Saved entries:

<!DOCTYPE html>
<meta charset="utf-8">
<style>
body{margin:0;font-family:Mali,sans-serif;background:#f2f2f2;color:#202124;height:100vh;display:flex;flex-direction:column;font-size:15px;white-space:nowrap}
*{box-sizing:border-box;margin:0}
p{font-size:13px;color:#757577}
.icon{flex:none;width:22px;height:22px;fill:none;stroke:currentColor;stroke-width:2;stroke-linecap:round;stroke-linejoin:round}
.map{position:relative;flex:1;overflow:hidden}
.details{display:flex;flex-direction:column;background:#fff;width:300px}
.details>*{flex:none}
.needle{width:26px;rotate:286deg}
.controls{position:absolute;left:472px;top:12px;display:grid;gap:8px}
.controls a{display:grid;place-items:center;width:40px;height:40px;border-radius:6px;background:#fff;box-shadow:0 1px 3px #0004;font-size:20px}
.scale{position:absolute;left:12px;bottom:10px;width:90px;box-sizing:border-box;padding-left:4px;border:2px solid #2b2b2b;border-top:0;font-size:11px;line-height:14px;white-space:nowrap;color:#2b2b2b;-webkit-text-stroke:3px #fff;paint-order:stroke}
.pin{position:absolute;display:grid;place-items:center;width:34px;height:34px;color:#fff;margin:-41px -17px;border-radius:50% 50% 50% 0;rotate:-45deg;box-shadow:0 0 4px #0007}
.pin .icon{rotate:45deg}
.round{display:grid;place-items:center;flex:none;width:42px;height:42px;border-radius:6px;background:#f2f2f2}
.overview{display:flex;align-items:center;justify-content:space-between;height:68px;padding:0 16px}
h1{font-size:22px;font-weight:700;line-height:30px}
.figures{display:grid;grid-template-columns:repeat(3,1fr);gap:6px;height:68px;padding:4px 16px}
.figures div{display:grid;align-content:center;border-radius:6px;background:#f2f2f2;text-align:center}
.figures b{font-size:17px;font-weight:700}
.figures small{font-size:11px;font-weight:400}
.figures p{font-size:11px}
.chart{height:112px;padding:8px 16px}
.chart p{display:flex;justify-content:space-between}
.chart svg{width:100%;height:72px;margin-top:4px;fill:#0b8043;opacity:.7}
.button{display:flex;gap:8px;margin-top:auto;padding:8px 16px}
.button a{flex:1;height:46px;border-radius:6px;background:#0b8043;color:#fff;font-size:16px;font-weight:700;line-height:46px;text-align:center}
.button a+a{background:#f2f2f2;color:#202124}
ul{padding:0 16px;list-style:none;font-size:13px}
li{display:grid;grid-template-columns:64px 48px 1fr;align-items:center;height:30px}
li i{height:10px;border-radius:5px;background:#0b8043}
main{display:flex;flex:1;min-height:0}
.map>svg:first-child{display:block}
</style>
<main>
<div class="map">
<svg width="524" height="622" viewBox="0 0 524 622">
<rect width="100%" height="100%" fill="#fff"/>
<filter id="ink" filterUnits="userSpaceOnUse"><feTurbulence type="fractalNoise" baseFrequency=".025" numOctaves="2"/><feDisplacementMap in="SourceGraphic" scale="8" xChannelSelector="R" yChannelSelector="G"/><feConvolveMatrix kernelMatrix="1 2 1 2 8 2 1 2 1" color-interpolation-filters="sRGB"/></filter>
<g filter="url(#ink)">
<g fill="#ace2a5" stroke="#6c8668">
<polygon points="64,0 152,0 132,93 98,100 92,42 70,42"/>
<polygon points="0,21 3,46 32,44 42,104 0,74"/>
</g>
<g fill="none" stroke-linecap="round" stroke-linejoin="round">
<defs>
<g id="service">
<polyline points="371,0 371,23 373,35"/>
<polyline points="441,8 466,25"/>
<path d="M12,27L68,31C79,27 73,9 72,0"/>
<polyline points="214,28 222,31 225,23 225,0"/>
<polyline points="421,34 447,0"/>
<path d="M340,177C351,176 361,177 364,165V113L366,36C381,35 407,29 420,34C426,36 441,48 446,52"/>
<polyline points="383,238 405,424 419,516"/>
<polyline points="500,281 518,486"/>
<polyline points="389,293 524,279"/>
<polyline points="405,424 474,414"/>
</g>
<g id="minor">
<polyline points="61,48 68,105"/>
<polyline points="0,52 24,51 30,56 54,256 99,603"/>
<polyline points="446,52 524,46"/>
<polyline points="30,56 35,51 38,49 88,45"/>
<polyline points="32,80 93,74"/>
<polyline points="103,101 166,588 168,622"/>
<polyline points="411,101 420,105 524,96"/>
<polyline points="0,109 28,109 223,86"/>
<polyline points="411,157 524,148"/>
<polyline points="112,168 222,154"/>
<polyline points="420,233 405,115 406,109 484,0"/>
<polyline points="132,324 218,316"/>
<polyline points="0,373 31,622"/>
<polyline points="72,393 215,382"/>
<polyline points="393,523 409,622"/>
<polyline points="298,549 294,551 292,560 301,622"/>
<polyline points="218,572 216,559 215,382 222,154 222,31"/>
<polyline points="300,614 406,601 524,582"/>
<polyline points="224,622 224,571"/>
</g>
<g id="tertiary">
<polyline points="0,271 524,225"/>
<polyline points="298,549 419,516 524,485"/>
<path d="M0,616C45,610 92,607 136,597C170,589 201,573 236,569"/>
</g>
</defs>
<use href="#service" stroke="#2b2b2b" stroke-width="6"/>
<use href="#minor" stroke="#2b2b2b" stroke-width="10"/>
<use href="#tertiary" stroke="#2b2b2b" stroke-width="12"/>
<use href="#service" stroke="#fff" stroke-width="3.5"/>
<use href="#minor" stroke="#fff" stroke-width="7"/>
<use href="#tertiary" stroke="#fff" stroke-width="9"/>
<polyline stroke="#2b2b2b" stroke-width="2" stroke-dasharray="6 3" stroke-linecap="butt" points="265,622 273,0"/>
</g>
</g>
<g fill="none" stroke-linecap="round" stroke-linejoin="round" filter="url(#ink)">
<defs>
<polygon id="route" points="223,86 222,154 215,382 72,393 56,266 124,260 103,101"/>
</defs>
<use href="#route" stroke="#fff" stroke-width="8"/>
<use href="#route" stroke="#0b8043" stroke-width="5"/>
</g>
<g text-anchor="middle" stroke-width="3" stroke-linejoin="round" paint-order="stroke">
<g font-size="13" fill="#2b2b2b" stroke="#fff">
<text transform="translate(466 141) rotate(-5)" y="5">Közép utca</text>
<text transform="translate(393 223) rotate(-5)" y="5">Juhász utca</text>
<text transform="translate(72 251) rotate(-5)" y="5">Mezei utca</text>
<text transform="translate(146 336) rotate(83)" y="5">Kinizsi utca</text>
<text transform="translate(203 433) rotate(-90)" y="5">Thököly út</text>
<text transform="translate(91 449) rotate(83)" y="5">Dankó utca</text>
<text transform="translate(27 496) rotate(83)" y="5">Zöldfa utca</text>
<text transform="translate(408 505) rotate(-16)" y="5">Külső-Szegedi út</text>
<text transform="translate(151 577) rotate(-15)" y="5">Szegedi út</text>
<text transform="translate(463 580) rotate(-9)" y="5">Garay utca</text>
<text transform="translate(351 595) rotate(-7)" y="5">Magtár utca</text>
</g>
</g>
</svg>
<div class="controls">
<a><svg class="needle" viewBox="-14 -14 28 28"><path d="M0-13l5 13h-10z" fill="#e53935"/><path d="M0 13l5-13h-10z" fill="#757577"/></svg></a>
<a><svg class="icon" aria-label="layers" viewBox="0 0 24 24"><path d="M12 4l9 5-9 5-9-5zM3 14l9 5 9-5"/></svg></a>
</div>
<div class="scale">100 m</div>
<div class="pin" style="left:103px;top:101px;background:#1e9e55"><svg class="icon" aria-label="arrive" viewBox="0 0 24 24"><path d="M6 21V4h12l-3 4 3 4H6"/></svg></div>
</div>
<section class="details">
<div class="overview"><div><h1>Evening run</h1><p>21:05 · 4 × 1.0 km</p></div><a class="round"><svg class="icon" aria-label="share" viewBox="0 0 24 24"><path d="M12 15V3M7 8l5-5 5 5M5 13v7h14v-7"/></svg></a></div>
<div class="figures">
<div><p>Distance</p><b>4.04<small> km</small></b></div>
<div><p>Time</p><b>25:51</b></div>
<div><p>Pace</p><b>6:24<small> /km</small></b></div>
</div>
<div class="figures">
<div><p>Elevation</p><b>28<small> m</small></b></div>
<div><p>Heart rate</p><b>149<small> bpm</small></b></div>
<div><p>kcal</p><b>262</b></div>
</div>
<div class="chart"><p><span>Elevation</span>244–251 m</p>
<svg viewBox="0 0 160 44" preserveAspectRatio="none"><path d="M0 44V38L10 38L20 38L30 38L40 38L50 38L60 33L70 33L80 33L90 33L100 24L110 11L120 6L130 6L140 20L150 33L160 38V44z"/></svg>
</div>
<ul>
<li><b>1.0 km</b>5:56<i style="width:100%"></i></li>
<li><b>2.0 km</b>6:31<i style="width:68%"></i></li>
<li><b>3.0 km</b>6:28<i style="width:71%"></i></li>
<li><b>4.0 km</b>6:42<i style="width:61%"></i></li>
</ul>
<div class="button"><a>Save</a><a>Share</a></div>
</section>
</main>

◆ WHAT YOU ARE ASKED TO DO: Please count the lines above that contain the word "Elevation", and reply with the number alone.

◆ WRITTEN SOLUTION: 2